O narrador inicia contando que duas baleias encalharam no Rio de Janeiro e que esse fato originou especulação e boatos, as pessoas diziam que uma delas estaria agonizando já há oito horas. A partir disso, o narrador expressa seu sentimento diante do que contavam e da reação das pessoas frente ao extraordinário. Por um instante, ele parece dar acesso livre aos pensamentos/lembranças/sentimentos que teve em uma fração de minuto diante do fato, reflete principalmente sobre suas experiências e sofrimentos com a morte: a morte diária através das perdas da vida, a morte da alma e/ou do corpo; o que sentiu quando estava no hospital entre a vida e a morte, em estado de (in)consciência; a brevidade/fragilidade da vida e o poder de Deus. Após esse relance, o narrador volta à razão e segue falando das notícias que se misturam com lendas: as pessoas cortaram a carne da baleia ainda viva para vender. Horrorizado com a animalidade do homem, o narrador sucumbe à morte “a viver desse modo, prefiro a morte” e reconhece sua própria condição animal “sou uma feroz entre os ferozes seres humanos”, revelando seu corpo e sua identidade feminina.

A crônica apesar de curta, quatro páginas, é intensa e apresenta muitas características encontradas nos contos e romances da autora. Nunes (1995) aponta algumas características da obra de Clarice entre as quais destacamos as que podemos encontrar na crônica: a inquietação, o desejo de ser, o predomínio da consciência reflexiva, a violência interiorizada nas relações humanas, a desagregação do eu, a identidade simulada, o impulso ao dizer expressivo, o grotesco e/ou o escatológico, o autoconhecimento, o eu e o mundo, humanidade e animalidade, a violência represada dos sentimentos primários e destrutivos - cólera, ira, raiva, ódio - que subitamente explodem.

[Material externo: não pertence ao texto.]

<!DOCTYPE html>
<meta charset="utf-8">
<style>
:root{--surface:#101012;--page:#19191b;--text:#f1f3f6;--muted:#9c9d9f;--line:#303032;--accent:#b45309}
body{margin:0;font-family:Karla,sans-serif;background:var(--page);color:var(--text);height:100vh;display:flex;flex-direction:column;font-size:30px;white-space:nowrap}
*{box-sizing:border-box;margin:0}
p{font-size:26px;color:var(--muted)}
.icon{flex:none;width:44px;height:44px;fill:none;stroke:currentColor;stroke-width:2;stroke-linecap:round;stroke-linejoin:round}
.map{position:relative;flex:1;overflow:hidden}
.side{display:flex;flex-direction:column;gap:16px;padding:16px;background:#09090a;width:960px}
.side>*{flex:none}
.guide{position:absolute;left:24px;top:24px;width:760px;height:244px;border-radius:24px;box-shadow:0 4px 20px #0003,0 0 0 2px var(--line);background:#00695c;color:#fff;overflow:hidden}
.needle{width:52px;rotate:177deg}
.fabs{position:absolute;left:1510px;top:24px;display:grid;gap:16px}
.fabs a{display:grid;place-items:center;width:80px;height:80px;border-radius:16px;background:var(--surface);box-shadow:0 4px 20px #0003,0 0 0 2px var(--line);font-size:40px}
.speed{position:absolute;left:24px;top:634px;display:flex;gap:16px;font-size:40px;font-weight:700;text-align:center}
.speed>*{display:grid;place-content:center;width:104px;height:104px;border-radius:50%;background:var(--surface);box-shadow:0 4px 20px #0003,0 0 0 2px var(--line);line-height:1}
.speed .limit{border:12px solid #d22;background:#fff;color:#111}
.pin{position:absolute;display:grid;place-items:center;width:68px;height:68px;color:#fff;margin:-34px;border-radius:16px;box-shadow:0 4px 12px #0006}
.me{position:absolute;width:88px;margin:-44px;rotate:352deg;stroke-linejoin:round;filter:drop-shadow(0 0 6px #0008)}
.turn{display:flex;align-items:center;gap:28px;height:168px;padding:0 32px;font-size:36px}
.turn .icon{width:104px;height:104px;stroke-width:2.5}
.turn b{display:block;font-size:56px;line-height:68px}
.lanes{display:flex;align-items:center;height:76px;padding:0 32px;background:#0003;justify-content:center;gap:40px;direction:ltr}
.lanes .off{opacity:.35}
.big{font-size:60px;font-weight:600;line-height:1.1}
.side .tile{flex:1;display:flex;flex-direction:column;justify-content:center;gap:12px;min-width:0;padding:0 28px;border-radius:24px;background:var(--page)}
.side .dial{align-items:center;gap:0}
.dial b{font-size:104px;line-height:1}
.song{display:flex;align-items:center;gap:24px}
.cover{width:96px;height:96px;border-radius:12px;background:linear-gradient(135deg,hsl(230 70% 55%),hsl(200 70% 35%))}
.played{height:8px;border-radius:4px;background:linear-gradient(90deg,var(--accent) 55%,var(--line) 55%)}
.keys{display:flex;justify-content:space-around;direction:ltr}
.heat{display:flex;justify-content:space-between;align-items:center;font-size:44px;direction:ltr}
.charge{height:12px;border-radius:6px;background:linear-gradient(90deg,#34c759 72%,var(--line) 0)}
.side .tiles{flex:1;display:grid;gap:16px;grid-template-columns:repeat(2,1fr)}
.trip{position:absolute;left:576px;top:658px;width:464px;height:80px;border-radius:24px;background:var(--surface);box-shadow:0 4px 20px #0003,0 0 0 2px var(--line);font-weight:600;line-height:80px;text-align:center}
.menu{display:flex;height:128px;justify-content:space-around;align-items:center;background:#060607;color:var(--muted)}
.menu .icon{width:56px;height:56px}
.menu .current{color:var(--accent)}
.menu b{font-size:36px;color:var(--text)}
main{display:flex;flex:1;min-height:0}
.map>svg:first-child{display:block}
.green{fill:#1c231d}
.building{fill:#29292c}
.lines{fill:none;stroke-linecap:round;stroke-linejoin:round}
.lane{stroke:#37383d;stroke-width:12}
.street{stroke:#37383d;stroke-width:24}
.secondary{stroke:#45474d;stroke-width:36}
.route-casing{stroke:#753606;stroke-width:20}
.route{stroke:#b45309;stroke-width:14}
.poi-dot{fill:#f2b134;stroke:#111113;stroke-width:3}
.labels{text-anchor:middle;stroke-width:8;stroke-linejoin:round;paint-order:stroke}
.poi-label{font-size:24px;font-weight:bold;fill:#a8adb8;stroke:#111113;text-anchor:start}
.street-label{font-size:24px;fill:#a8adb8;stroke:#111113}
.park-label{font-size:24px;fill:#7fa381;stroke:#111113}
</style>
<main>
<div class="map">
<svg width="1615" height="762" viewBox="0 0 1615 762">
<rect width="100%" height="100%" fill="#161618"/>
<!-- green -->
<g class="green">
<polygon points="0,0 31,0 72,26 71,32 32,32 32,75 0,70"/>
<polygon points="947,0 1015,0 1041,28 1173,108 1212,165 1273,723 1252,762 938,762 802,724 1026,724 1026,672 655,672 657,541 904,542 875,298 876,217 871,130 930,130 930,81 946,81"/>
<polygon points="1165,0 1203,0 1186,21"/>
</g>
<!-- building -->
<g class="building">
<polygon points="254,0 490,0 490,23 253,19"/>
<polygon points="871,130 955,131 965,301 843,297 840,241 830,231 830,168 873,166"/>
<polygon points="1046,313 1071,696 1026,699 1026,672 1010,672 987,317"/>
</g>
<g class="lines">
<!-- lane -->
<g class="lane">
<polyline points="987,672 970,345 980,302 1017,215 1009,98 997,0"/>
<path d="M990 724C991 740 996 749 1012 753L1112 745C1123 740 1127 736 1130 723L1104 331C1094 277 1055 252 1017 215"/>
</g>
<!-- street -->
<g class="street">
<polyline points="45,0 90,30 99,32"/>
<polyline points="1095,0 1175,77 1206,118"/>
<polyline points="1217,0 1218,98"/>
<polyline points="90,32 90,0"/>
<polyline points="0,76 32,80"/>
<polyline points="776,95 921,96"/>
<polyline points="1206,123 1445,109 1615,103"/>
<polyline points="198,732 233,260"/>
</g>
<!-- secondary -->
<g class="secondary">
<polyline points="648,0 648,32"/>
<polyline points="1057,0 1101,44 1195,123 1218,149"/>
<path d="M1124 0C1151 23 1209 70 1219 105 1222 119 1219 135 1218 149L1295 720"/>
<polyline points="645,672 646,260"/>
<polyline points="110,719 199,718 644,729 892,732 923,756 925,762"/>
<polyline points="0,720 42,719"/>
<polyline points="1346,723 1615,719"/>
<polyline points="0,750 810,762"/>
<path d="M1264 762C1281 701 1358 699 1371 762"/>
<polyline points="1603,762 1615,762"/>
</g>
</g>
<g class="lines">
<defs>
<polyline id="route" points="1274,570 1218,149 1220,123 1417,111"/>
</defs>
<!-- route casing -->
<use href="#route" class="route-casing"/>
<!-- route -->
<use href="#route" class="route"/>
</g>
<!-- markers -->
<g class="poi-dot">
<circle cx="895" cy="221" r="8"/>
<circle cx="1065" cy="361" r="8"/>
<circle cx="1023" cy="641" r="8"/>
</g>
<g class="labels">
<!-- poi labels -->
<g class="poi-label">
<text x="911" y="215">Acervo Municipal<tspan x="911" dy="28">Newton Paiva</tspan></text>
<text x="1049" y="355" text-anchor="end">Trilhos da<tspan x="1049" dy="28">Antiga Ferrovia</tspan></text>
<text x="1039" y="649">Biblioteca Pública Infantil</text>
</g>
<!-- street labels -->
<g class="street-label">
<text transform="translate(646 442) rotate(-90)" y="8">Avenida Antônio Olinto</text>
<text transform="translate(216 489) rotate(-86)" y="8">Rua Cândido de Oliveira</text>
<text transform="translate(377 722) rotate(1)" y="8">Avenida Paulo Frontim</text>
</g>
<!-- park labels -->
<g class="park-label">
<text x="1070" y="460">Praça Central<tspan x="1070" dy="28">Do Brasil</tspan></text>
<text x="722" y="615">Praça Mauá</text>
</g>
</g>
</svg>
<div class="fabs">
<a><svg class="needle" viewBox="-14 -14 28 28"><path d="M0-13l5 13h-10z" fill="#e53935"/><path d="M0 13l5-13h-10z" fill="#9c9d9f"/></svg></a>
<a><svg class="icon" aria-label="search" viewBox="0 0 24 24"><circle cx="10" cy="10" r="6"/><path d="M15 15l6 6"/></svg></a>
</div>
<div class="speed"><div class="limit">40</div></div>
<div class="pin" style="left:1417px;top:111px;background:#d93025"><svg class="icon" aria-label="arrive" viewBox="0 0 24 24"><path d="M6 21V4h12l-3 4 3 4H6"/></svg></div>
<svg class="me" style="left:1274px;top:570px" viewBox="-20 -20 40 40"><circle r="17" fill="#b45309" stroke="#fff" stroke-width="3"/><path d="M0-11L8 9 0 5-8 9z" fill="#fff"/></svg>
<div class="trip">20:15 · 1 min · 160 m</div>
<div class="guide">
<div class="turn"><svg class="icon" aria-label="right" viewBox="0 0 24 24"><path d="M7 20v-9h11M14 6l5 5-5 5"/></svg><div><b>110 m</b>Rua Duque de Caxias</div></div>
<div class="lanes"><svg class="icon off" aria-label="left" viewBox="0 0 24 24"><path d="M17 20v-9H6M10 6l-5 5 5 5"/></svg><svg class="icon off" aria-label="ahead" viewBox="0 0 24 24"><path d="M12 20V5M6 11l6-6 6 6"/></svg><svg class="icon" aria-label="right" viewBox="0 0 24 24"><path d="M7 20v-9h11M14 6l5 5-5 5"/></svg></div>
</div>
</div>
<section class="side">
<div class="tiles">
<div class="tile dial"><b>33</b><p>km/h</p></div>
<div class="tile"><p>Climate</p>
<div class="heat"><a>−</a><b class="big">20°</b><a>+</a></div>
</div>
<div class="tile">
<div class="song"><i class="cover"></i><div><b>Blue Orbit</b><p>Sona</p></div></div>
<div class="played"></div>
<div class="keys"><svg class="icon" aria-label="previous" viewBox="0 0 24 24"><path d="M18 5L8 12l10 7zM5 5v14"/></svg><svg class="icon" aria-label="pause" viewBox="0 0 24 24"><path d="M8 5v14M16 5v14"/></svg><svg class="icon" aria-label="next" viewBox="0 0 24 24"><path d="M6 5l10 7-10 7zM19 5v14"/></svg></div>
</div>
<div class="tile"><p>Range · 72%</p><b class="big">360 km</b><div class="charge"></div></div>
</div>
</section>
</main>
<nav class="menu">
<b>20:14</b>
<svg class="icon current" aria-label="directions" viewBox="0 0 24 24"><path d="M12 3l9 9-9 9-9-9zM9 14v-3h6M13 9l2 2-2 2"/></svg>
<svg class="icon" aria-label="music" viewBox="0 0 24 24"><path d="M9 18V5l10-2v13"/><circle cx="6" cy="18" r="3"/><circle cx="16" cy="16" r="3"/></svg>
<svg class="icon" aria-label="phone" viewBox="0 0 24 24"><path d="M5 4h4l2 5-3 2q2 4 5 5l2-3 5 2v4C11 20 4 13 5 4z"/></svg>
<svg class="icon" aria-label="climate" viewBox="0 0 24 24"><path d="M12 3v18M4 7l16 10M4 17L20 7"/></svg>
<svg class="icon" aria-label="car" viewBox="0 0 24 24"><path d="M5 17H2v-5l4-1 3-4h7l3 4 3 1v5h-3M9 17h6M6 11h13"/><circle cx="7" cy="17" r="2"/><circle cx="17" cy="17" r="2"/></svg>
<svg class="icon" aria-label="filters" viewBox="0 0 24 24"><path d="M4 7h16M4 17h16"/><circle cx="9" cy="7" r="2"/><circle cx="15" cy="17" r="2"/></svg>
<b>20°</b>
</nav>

A metodologia aplicada, protocolos verbais, consiste em obter relatos verbais de sujeitos sobre como realizam alguma atividade da qual o pesquisador quer investigar o processo. Comumente divide-se as modalidades de protocolos em três categorias: auto-relato, auto-observação e auto-revelação. As seguintes definições são baseados em Cohen (1989), Rottava (2003) e Cavalcanti (1989): a) Auto-relato: são descrições de comportamentos pelo sujeito, que as faz usando seu senso comum, seus conhecimentos. b) Auto-observação: é o exame de um comportamento de língua no momento de sua ocorrência ou enquanto a informação ainda está na memória intermediária do sujeito. c) Auto-revelação: é a verbalização imediata do que se está fazendo durante a realização de alguma atividade, “é uma maneira de o sujeito pensar alto sobre seu comportamento sem a preocupação em editar ou analisar dados” (Rottava, 2003: 74).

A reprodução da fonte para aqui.